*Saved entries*
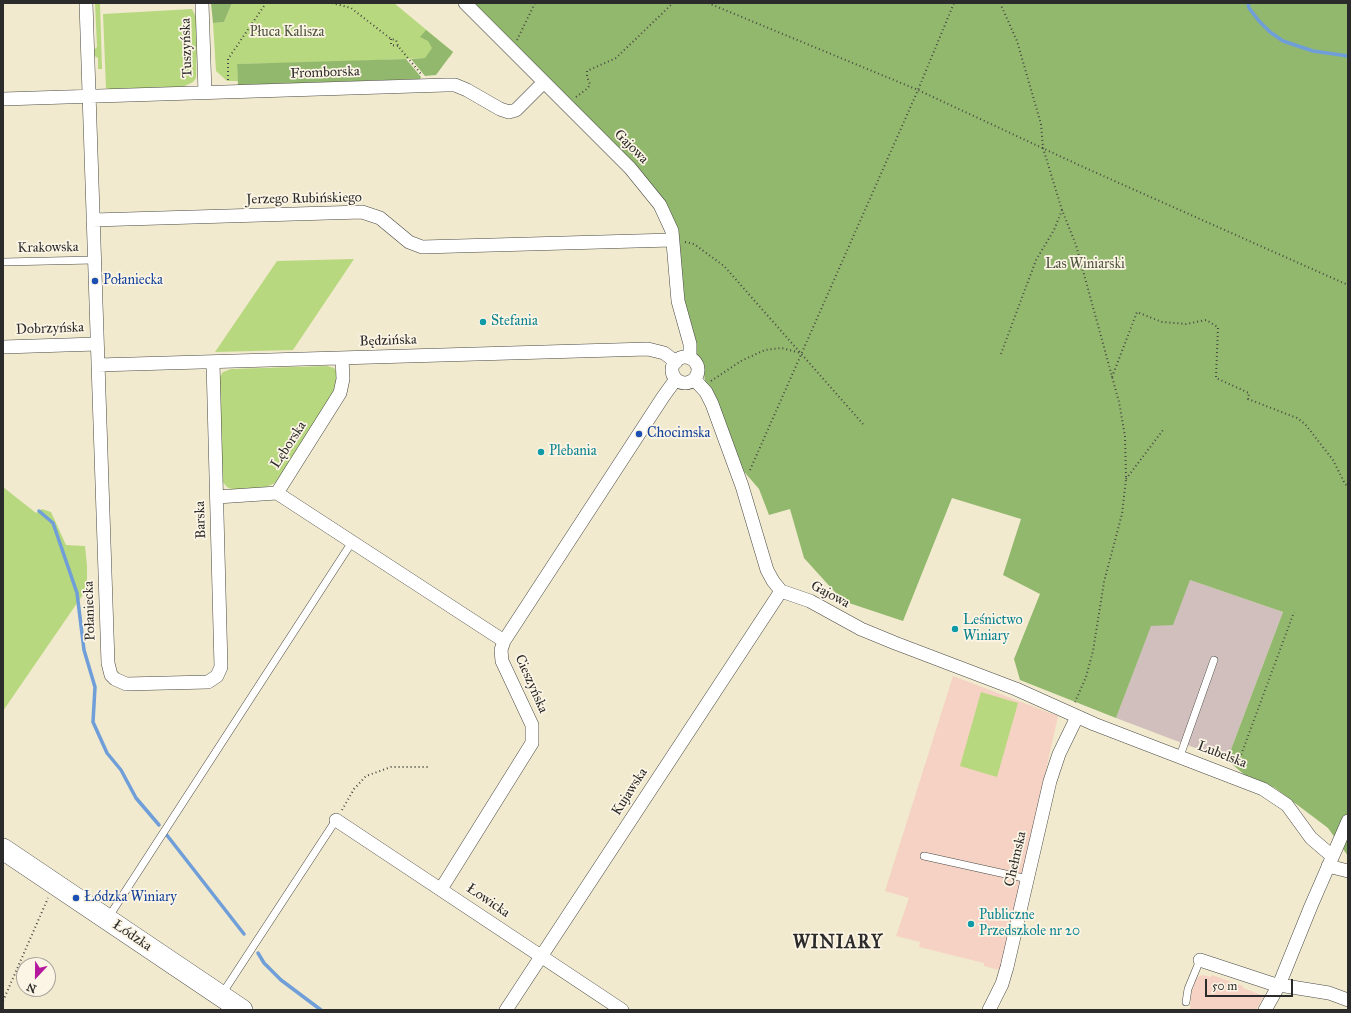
<!DOCTYPE html>
<html>
<head>
<meta charset="utf-8">
<style>
  body { margin:0 }
  #map { position:relative; width:1351px; height:1013px; overflow:hidden; background:#f1eace; font-family:"IM FELL Great Primer",serif }
  canvas { display:block }
  .frame { position:absolute; inset:0; border:4px solid #2b2b2b; pointer-events:none }
  .north { position:absolute; left:16px; top:957px; width:40px; height:40px; box-sizing:border-box; background:#fcf5e5; border:1px solid #a8a49b; border-radius:50%; rotate:202deg; font-size:11px; font-weight:700; line-height:16px; text-align:center; color:#2b2b2b }
  .north::after { content:''; display:block; margin:auto; width:14px; height:18px; background:#b5179e; clip-path:polygon(50% 0,100% 100%,50% 72%,0 100%) }
  .scale { position:absolute; left:1205px; top:979px; width:88px; height:18px; box-sizing:border-box; border:2px solid #2b2b2b; border-top:0; padding-left:5px; font-size:12px; line-height:14px; white-space:nowrap; color:#2b2b2b; -webkit-text-stroke:3px #fcf5e5; paint-order:stroke }
</style>
</head>
<body>
<div id="map">
<canvas width="1351" height="1013"></canvas>
<div class="frame"></div>
<div class="north">N</div>
<div class="scale">50 m</div>
</div>
<script>
const context = document.querySelector('canvas').getContext('2d');
context.lineJoin = 'round';
function fill(path, color) {
  context.fillStyle = color;
  context.fill(path, 'evenodd');
}
function shape(rows) {
  const path = new Path2D();
  for (const r of rows) {
    if (r.length === 3) {
      path.moveTo(r[0] + r[2], r[1]);
      path.arc(r[0], r[1], r[2], 0, 2 * Math.PI);
      continue;
    }
    path.moveTo(r[0], r[1]);
    for (let i = 2; i < r.length; i += 2) path.lineTo(r[i], r[i + 1]);
  }
  return path;
}
function stroke(path, color, width, dash) {
  context.strokeStyle = color;
  context.lineWidth = width;
  context.lineCap = dash ? 'butt' : 'round';
  context.setLineDash(dash || []);
  context.stroke(path);
}
function drawText(font, color, halo, rows, align = 'center') {
  context.font = font + ' "IM FELL Great Primer",serif';
  context.lineWidth = 3.5;
  context.setLineDash([]);
  context.textBaseline = 'middle';
  context.strokeStyle = halo;
  context.fillStyle = color;
  for (const [text, x, y, turn = 0] of rows) {
    context.save();
    context.translate(x, y);
    context.rotate((+turn || 0) * Math.PI / 180);
    context.textAlign = isNaN(turn) ? turn : align;
    if (halo) context.strokeText(text, 0, 0);
    context.fillText(text, 0, 0);
    context.restore();
  }
}
const built = shape([
  [953,676,1058,716,1020,887,999,970,984,966,984,963,919,947,920,942,896,936,909,898,885,891],
  [1203,975,1211,977,1212,975,1243,986,1243,988,1264,996,1256,1010,1190,1010,1191,994,1196,980,1199,976]
]);
const industrial = shape([
  [1170,573,1283,612,1227,760,1116,718]
]);
const green = shape([
  [95,3,100,3,102,69,98,69,98,58,93,55,93,51,97,47],
  [232,3,394,3,453,52,450,57,334,62,237,64,238,81,227,81,216,71,213,23,224,22],
  [192,9,196,17,197,41,196,78,193,82,183,87,113,90,106,88,103,14],
  [354,259,293,350,215,352,277,261],
  [327,366,334,368,337,372,335,388,332,396,279,478,275,483,264,488,233,490,227,487,222,481,219,378,223,372,231,369],
  [3,487,36,513,42,509,51,512,66,545,85,546,87,566,87,586,84,593,3,711],
  [981,692,1018,703,997,777,960,766]
]);
const forest = shape([
  [211,3,232,3,224,22,213,23],
  [472,3,1348,3,1348,856,1328,828,1275,788,1246,776,1227,760,1283,612,1190,580,1173,625,1151,626,1116,718,1020,680,1014,659,1040,594,1003,575,1021,519,952,498,903,621,843,601,804,558,790,509,769,515,759,489,741,468,715,397,705,381,702,362,695,352,685,305,678,234,669,208,657,191],
  [426,30,453,52,436,75,425,76,411,59,425,58,432,48,428,41,420,37],
  [406,59,421,77,420,79,238,85,237,64]
]);
const stream = shape([
  [1248,3,1249,8,1259,21,1270,32,1283,41,1313,51,1348,56],
  [39,511,53,523,77,593,84,650,95,687,93,722,107,753,121,770,136,798,159,825],
  [166,834,244,934],
  [258,953,264,963,281,980,321,1010]
]);
const path = shape([
  [332,3,351,8,391,39,396,40,398,46,421,74],
  [708,3,918,90,954,3],
  [1000,3,1017,41,1041,124,1043,148,1062,210,1076,245,1119,402,1125,436,1126,479,1122,514,1104,582,1093,651,1086,677,1075,702],
  [391,39,391,45,398,46],
  [517,40,535,3],
  [228,80,228,59,266,3],
  [576,97,588,88,590,84,587,77,587,71,616,58,673,3],
  [685,242,694,244,724,266,863,424],
  [1001,354,1036,260,1054,230,1062,210],
  [1112,377,1137,312,1162,322,1186,324,1206,320,1218,327,1216,378,1249,393,1248,399,1297,418,1305,424,1333,460,1345,484,1348,486],
  [711,381,741,361,765,350,781,348,801,353],
  [750,470,918,90,1081,166,1348,285],
  [1126,479,1163,430],
  [1237,766,1294,612],
  [342,810,354,789,366,776,391,767,430,767],
  [3,1001,48,898]
]);
const service = shape([
  [3,262,94,260],
  [1180,756,1214,660],
  [924,856,1028,879],
  [108,918,352,542],
  [222,994,336,820],
  [1186,1002,1188,989,1200,960]
]);
const minor = shape([
  [86,3,108,663,111,675,115,679,126,684,208,682,217,676,221,667,213,362],
  [202,3,205,93],
  [465,3,630,168,660,205,672,231,678,301,690,344,690,358],
  [3,99,446,85,455,85,467,90,500,109,509,112,516,110,543,83],
  [93,220,362,212,380,218,409,242,422,247,672,240],
  [3,347,97,344],
  [685,370,13],
  [98,365,648,349,664,353,676,362],
  [695,380,706,392,712,404,742,486,767,570,773,581,781,591,810,601,861,629,895,643,1016,689,1094,724,1263,789,1287,805,1311,838,1332,856],
  [277,493,504,641],
  [277,493,340,393,343,379,342,358],
  [217,497,277,493],
  [336,820,622,1010],
  [1328,866,1348,871],
  [441,889,532,743,532,725,502,661,501,650,504,641,663,397,676,379],
  [1200,960,1273,984,1329,993,1348,1000],
  [506,1010,781,591],
  [989,1010,1002,984,1007,967,1050,781,1059,754,1077,717],
  [1265,1010,1279,985,1311,906,1348,821]
]);
const primary = shape([
  [3,849,242,1010]
]);
const markers = [
  [95,281,4,"#1a4fb4"],
  [483,322,4,"#0f9aa8"],
  [639,434,4,"#1a4fb4"],
  [541,452,4,"#0f9aa8"],
  [955,629,4,"#0f9aa8"],
  [76,898,4,"#1a4fb4"],
  [971,924,4,"#0f9aa8"]
];
const parkNames = [
  ["Płuca Kalisza",287,33],
  ["Las Winiarski",1085,265]
];
const streetNames = [
  ["Tuszyńska",187,48,-92],
  ["Fromborska",325,73,-2],
  ["Gajowa",631,147,45],
  ["Jerzego Rubińskiego",304,199,-1],
  ["Krakowska",48,248,-1],
  ["Dobrzyńska",50,329,-2],
  ["Będzińska",388,341,-2],
  ["Lęborska",289,445,-57],
  ["Barska",201,520,-92],
  ["Gajowa",830,595,28],
  ["Połaniecka",90,611,-92],
  ["Cieszyńska",531,684,66],
  ["Lubelska",1222,755,21],
  ["Kujawska",630,792,-57],
  ["Chełmska",1016,859,-77],
  ["Łowicka",488,901,34],
  ["Łódzka",132,936,34]
];
const transitNames = [
  ["Połaniecka",103,281],
  ["Chocimska",647,434],
  ["Łódzka Winiary",84,898]
];
const cultureNames = [
  ["Stefania",491,322],
  ["Plebania",549,452],
  ["Leśnictwo",963,621],
  ["Winiary",963,637],
  ["Publiczne",979,916],
  ["Przedszkole nr 20",979,932]
];
const districtNames = [
  ["WINIARY",838,944]
];
fill(built, '#f5d2c3');
fill(industrial, '#d1bfbd');
fill(green, '#b8d87f');
fill(forest, '#92b86e');
stroke(stream, '#6f9ed8', 3.5);
stroke(service, '#494843', 8);
stroke(minor, '#494843', 14);
stroke(primary, '#494843', 22);
stroke(path, '#494843', 2, [1, 3]);
stroke(service, '#fff', 7);
stroke(minor, '#fff', 13);
stroke(primary, '#fff', 21);
for (const [x, y, r, color] of markers) {
  const dot = new Path2D();
  dot.arc(x, y, r, 0, 2 * Math.PI);
  context.fillStyle = color;
  context.fill(dot);
  stroke(dot, '#fcf5e5', 1.5);
}
drawText('14px', '#4e5640', '#fcf5e5', parkNames);
drawText('14px', '#2b2b2b', '#fcf5e5', streetNames);
drawText('14px', '#164399', '#fcf5e5', transitNames, 'left');
drawText('14px', '#0d838f', '#fcf5e5', cultureNames, 'left');
context.letterSpacing = '1px';
drawText('bold 18px', '#2b2b2b', '#fcf5e5', districtNames);
context.letterSpacing = '0px';
</script>
</body>
</html>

*Task goal*
Your answer should be every line above that contains the word "Połaniecka".

*Task solution*
  ["Połaniecka",90,611,-92],
  ["Połaniecka",103,281],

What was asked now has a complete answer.